LED tail light resistors getting too hot?
#1
LED tail light resistors getting too hot?
I'm in the process of installing 6ohm 50w resistors (which several other forums on this site said I should use) in the tail lamps. I just installed one to work on the tail light (but not on the brake light wire yet), and it works fine, but the resistor is getting hot!! Should I try to adhese it onto the side panel near the brake lamp wiring? Or will it melt?
I'm doing this in order to get my cruse control working again, otherwise I wouldn't be bothering with it.
I'm doing this in order to get my cruse control working again, otherwise I wouldn't be bothering with it.
#3
The CC stopped working after I installed LED bulbs in the tail lamps last year, so I searched on here and the general consensus seems to be that these bulbs will stop the CC from working. I'm sure if I put the incandecents back in, the CC would work just fine.
#4
I had the same problem. I only had to install one resistor on each of the brake lights. It solved my cruise control problems. I screwed the resistors to the metal panel directly behind the tail lights. I haven't had any heat issues.
#5
I would love to hear the logic behind that design, but then, I probably wouldn't agree that it was logical. BTW, the 4th gen is the same in this aspect.
#6
the low power usage of the LED's requires HIGH resistors in the LED assembly to lower the applied power to the actual LED.
This shows up as an excessively high resistance, or more commonly, a blown Bulb (infinite resistance)
But yeah, the cruise control won't work properly, the brake switch is used to power the brake lights as well as disable cruise and inform ECU that the brakes are being applied (throttle cut out on DBW)

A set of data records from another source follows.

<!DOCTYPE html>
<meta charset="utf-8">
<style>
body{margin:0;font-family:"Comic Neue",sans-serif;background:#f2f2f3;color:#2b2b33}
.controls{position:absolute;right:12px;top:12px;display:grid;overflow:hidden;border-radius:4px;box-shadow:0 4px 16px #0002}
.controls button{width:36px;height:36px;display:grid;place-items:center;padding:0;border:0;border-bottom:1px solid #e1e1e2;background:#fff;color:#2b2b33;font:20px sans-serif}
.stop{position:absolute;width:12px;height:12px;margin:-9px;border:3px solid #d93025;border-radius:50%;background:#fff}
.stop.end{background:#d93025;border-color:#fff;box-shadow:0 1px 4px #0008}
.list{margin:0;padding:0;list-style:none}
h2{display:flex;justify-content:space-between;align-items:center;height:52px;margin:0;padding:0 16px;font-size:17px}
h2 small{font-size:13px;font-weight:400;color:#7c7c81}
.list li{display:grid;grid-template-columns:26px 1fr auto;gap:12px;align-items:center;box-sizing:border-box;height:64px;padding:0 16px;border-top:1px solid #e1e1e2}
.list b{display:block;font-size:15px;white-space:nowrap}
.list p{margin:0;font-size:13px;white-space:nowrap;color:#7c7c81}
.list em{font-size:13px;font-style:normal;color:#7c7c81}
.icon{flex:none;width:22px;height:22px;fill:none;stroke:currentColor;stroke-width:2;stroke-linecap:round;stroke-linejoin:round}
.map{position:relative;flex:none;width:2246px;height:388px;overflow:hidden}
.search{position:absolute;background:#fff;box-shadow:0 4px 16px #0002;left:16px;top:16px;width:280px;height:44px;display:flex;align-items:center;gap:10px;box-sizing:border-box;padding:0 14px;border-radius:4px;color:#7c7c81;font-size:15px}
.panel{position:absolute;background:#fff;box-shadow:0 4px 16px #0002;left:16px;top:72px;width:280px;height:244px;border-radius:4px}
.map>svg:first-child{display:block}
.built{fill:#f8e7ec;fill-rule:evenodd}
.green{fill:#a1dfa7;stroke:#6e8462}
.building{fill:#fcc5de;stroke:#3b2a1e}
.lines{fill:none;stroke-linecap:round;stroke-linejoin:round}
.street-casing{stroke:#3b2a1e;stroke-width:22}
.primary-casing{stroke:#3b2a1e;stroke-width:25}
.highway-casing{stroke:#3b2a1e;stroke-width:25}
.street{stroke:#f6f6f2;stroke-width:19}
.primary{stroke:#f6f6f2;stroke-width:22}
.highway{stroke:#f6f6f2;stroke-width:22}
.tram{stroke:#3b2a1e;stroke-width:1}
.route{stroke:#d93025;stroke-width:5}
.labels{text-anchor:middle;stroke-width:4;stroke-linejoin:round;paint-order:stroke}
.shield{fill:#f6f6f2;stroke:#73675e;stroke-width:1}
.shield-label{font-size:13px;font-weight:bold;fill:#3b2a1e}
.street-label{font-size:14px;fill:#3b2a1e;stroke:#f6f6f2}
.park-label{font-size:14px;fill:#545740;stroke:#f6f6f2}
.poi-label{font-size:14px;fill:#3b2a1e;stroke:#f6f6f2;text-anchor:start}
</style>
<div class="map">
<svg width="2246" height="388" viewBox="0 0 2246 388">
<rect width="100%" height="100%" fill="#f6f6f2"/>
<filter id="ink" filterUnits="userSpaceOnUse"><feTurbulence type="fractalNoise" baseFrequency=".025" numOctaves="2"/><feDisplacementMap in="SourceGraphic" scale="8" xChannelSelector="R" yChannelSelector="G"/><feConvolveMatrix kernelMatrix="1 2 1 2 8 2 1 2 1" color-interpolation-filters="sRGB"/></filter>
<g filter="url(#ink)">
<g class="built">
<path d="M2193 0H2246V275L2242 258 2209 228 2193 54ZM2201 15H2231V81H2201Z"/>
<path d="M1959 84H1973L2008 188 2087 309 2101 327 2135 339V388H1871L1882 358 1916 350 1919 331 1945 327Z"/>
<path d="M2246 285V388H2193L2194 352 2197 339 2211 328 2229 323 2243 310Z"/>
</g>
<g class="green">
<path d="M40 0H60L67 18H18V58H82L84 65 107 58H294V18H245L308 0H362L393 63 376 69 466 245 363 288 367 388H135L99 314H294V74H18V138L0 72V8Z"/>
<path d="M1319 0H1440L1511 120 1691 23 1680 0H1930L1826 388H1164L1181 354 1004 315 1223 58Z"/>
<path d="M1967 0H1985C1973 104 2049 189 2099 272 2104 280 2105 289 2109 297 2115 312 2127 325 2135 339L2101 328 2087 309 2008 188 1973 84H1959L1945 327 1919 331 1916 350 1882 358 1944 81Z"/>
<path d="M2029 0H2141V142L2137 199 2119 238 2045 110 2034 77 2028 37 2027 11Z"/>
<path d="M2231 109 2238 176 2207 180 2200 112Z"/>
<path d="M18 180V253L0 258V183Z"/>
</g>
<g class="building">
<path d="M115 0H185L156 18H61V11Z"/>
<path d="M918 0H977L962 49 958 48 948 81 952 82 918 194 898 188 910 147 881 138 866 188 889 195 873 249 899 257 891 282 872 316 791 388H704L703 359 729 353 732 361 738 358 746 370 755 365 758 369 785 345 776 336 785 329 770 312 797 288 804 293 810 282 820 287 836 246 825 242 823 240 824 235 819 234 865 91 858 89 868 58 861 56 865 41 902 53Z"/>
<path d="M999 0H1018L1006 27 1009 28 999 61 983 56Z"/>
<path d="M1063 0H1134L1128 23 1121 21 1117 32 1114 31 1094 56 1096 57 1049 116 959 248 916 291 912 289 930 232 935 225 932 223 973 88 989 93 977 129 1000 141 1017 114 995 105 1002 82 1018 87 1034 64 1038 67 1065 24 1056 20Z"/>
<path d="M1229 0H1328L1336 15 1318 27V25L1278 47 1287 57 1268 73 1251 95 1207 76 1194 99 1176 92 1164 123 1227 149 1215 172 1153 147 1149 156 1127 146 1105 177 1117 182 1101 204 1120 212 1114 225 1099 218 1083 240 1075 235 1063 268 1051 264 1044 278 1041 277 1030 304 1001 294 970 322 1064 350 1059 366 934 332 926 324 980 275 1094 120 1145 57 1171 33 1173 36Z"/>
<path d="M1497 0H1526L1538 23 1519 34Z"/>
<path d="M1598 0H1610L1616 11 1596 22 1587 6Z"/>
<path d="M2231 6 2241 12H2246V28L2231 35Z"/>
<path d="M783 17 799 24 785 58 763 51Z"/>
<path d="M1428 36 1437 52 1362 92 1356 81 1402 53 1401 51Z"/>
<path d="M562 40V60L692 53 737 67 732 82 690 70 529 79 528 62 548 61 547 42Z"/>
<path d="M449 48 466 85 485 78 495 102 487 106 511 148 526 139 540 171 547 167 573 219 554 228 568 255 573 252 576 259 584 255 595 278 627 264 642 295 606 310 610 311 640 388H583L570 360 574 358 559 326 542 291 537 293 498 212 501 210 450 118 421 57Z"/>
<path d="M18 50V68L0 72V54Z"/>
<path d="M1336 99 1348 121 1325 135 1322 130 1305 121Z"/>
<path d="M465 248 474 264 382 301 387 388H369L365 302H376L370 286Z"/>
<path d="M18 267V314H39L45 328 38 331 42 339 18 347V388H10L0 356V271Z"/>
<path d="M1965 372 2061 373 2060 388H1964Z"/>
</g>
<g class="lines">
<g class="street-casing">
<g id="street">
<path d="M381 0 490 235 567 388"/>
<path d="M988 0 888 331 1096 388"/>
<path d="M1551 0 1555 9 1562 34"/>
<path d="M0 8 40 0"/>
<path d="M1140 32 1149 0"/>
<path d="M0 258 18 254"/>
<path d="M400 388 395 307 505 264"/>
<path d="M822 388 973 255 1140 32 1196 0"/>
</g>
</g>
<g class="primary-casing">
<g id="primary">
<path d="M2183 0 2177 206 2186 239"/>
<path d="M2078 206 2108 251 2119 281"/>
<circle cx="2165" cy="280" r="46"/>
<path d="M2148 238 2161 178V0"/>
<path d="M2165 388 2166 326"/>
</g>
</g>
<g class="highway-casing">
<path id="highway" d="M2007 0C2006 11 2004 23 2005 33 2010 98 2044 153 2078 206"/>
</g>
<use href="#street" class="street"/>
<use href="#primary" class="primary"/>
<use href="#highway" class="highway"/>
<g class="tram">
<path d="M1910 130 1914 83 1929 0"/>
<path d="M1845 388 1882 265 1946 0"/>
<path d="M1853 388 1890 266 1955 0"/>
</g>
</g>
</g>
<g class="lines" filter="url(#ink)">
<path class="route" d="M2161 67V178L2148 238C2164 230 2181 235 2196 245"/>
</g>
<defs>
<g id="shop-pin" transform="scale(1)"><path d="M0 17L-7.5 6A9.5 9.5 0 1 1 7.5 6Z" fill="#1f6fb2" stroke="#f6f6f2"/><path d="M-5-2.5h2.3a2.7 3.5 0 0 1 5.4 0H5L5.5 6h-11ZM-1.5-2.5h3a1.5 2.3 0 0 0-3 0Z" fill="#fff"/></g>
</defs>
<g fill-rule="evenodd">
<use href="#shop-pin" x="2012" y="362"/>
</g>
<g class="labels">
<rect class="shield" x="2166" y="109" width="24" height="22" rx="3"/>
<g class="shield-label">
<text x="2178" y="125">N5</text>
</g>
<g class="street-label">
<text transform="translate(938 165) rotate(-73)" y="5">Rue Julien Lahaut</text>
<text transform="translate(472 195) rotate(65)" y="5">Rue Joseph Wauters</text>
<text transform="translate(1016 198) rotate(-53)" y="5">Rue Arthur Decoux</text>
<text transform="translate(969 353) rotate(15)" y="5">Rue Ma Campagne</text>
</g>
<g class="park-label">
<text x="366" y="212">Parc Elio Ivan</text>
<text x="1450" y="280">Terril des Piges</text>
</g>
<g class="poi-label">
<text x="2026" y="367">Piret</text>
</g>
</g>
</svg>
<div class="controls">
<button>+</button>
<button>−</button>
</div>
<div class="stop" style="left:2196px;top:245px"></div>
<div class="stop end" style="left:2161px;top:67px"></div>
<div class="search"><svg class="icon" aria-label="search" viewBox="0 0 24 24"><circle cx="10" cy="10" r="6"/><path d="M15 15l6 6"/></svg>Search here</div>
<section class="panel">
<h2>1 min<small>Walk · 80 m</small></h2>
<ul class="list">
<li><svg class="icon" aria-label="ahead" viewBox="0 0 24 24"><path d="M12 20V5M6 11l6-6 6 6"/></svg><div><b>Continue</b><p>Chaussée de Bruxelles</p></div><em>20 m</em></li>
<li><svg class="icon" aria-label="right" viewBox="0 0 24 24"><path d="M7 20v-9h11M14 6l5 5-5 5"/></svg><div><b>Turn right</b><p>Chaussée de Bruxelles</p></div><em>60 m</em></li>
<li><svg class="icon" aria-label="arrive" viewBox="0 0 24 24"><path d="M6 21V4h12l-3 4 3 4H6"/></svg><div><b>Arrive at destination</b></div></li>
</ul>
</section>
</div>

Some cars have 2 switches, but Nissan used only one (actually smarter, less things to break, less manufacturing cost also). This type of tampering with the Bulbs is the only real downfall.
Those resistors will get considerably hotter than that big Incandecent bulb. Anyone who's grabbed one of them after it's been on knows they get smoking hot. Ok now imagine about 130-150% higher temperature on those resistors, because they have no real way to release that heat, a bulb does this with it's light output and in it's gas internals, as well as it's overall design.
The Resistors you have are meant to be mounted to a "heat sink", not just left wherever. This is the PROPER way to use those resistors. Do a little googling on good "heat sink" material, buy some, and mount them to it.
You would have been better getting this, for the next time. Note the large insulating material, coupled with a large finned heat sink shell:
Last edited by TunerMaxima3000; 08-02-2012 at 09:56 PM.
#7
And thank you Tuner, I'll take a look tomorrow. I'm just going to use incandecents until I can do this the right way.
#8
Just a thought, I always say it, there's really no LED's on the market (under $90+ EACH) that are worth putting in there. They won't be brighter than stock incandecents in our tailights.
Unless you're doing something custom, have found some sick bulb that isn't too expensive, or have spent a crap-pile on some fancy LED bulb, the whole thing is pretty much pointless and not worth the time or money.
Just my $0.02 on tailight/rear turn signal LED's on this car.
Unless you're doing something custom, have found some sick bulb that isn't too expensive, or have spent a crap-pile on some fancy LED bulb, the whole thing is pretty much pointless and not worth the time or money.
Just my $0.02 on tailight/rear turn signal LED's on this car.